This repository contains code and dataset described in the publication "The Sensitivity of Topic Coherence Evaluation to Topic Cardinality"

Running the System

The code depends on jhlau/topic_interpretability, so check out the repository: https://github.com/jhlau/topic_interpretability
Use run-wordcount.sh to collect word co-occurrence statistics between topic words
If doing word intrusion, use run-wi.sh; the script will:
generate SVM features based on word count features
train an SVM rank model to predict intruder words
If doing NPMI, use run-npmi.sh; the script will:
compute topic coherence using word count features
Both scripts will aggregate coherence scores over different cardinalities and print them at the end
Note: an example toy dataset is given in example_data.
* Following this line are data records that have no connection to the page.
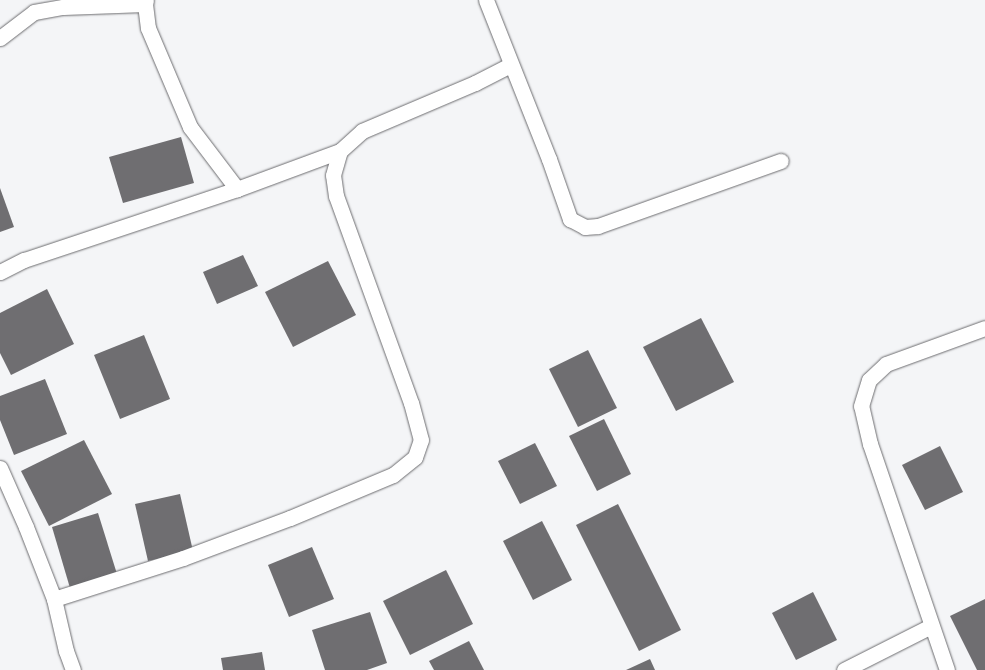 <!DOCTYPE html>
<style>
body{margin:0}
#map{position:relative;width:985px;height:670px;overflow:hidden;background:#f4f5f7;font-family:"IBM Plex Sans",sans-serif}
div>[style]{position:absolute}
.building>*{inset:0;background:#6f6e71}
.roads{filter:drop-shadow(0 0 1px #6c6c6f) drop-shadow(0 0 1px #6c6c6f)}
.minor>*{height:15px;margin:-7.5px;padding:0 7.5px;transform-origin:7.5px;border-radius:7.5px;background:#fff}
span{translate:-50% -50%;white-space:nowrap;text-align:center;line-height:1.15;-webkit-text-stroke:5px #fff;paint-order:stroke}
</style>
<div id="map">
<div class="building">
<i style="clip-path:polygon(181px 137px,194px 183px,123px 203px,109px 157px)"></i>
<i style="clip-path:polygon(0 188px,14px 227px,0 232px)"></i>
<i style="clip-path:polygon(243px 255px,258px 286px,217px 304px,203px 272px)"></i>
<i style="clip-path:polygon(328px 261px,356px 315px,293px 347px,265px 292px)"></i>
<i style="clip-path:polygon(47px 289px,74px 344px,11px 375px,0 353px,0 313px)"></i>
<i style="clip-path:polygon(701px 318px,734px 382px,676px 411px,643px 347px)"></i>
<i style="clip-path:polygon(144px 335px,170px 399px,120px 419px,94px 355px)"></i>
<i style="clip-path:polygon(588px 350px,617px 408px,578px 427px,549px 369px)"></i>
<i style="clip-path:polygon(45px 379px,67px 434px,14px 455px,0 420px,0 396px)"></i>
<i style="clip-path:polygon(604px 419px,631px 474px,597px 491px,569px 436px)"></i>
<i style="clip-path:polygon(84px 440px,112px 494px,49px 526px,21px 471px)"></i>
<i style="clip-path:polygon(535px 443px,557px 486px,520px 504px,498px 461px)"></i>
<i style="clip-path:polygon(940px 446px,963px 492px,925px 510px,902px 465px)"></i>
<i style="clip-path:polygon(180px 494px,193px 551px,148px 561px,135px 504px)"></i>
<i style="clip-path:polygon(618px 504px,681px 630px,639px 651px,576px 525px)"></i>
<i style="clip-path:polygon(98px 513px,117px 574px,70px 588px,52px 527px)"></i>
<i style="clip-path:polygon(542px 521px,572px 580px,533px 600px,503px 541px)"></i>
<i style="clip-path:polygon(312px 547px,334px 599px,289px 617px,268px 565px)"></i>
<i style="clip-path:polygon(446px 570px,473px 624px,410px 655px,383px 601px)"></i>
<i style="clip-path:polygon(813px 592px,837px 640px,796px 660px,772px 613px)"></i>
<i style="clip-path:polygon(985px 599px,985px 670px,977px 670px,950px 616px)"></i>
<i style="clip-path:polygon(370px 612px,387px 663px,367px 670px,325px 670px,312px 630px)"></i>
<i style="clip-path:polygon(469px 641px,484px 670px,434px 670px,429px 661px)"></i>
<i style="clip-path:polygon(262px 652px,265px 670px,223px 670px,221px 658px)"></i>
<i style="clip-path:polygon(650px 659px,655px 670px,626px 670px)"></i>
</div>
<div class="roads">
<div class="minor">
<i style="left:146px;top:0;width:4px;rotate:104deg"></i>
<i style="left:145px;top:4px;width:24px;rotate:83deg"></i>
<i style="left:148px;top:28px;width:108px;rotate:67deg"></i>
<i style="left:190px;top:127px;width:78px;rotate:52.8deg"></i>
<i style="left:486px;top:0;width:171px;rotate:68.4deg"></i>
<i style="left:549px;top:159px;width:64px;rotate:70.7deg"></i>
<i style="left:570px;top:219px;width:17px;rotate:28deg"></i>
<i style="left:585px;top:227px;width:13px;rotate:-4deg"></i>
<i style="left:598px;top:226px;width:194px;rotate:-19.6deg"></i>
<i style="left:0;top:38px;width:43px;rotate:-37.4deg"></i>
<i style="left:34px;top:12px;width:29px;rotate:-10deg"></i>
<i style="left:63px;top:7px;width:82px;rotate:-2.1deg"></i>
<i style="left:0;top:272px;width:27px;rotate:-27deg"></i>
<i style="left:24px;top:260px;width:225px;rotate:-18.4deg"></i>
<i style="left:237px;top:189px;width:110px;rotate:-20.3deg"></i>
<i style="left:0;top:468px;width:64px;rotate:66.2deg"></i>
<i style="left:26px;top:527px;width:77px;rotate:68.7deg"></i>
<i style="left:73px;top:670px;width:20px;rotate:-110deg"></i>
<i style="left:66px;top:651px;width:53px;rotate:-103deg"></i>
<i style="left:54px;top:599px;width:135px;rotate:-17.6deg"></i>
<i style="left:183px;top:558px;width:114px;rotate:-20.5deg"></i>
<i style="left:290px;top:518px;width:112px;rotate:-22.7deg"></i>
<i style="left:393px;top:475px;width:28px;rotate:-39deg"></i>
<i style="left:415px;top:457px;width:18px;rotate:-71deg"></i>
<i style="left:421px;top:440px;width:38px;rotate:-105deg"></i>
<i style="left:411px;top:403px;width:220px;rotate:-109.9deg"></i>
<i style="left:336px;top:196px;width:21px;rotate:-98deg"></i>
<i style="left:333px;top:175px;width:25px;rotate:-74deg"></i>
<i style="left:340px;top:151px;width:30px;rotate:-42deg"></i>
<i style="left:362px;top:131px;width:123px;rotate:-23deg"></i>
<i style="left:475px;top:83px;width:39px;rotate:-27deg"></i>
<i style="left:844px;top:670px;width:97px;rotate:-26.8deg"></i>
<i style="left:947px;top:670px;width:239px;rotate:-108.8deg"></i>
<i style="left:870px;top:444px;width:39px;rotate:-103deg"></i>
<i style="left:861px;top:406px;width:27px;rotate:-73deg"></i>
<i style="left:869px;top:380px;width:23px;rotate:-43deg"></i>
<i style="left:886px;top:364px;width:105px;rotate:-20deg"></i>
</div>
</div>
</div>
To test, execute run-wordcount.sh followed by run-[npmi/wi].sh

Scripts

run_wordcount.sh: runs topic_interpretability/ComputeWordCount.py to collect word statistics
run_wi.sh: computes topic coherence using word intrusion
run_npmi.sh: computes topic coherence using NPMI

The coherence ratings of topics collected via mturk are in mturk_annotation/annotations.csv (tab-delimited).

Description of columns:

domain: domain of topic (wiki or news)
topic: top-20 words of the topic
top-N: top-N average rating (e.g. top-5 means only the top 5 of the 20 words are presented when collecting the rating)

Jey Han Lau and Timothy Baldwin. The Sensitivity of Topic Coherence Evaluation to Topic Cardinality. In Proceedings of the 2016 Conference of the North American Chapter of the Association for Computational Linguistics: Human Language Technologies (NAACL HLT 2016), San Diego, California, to appear.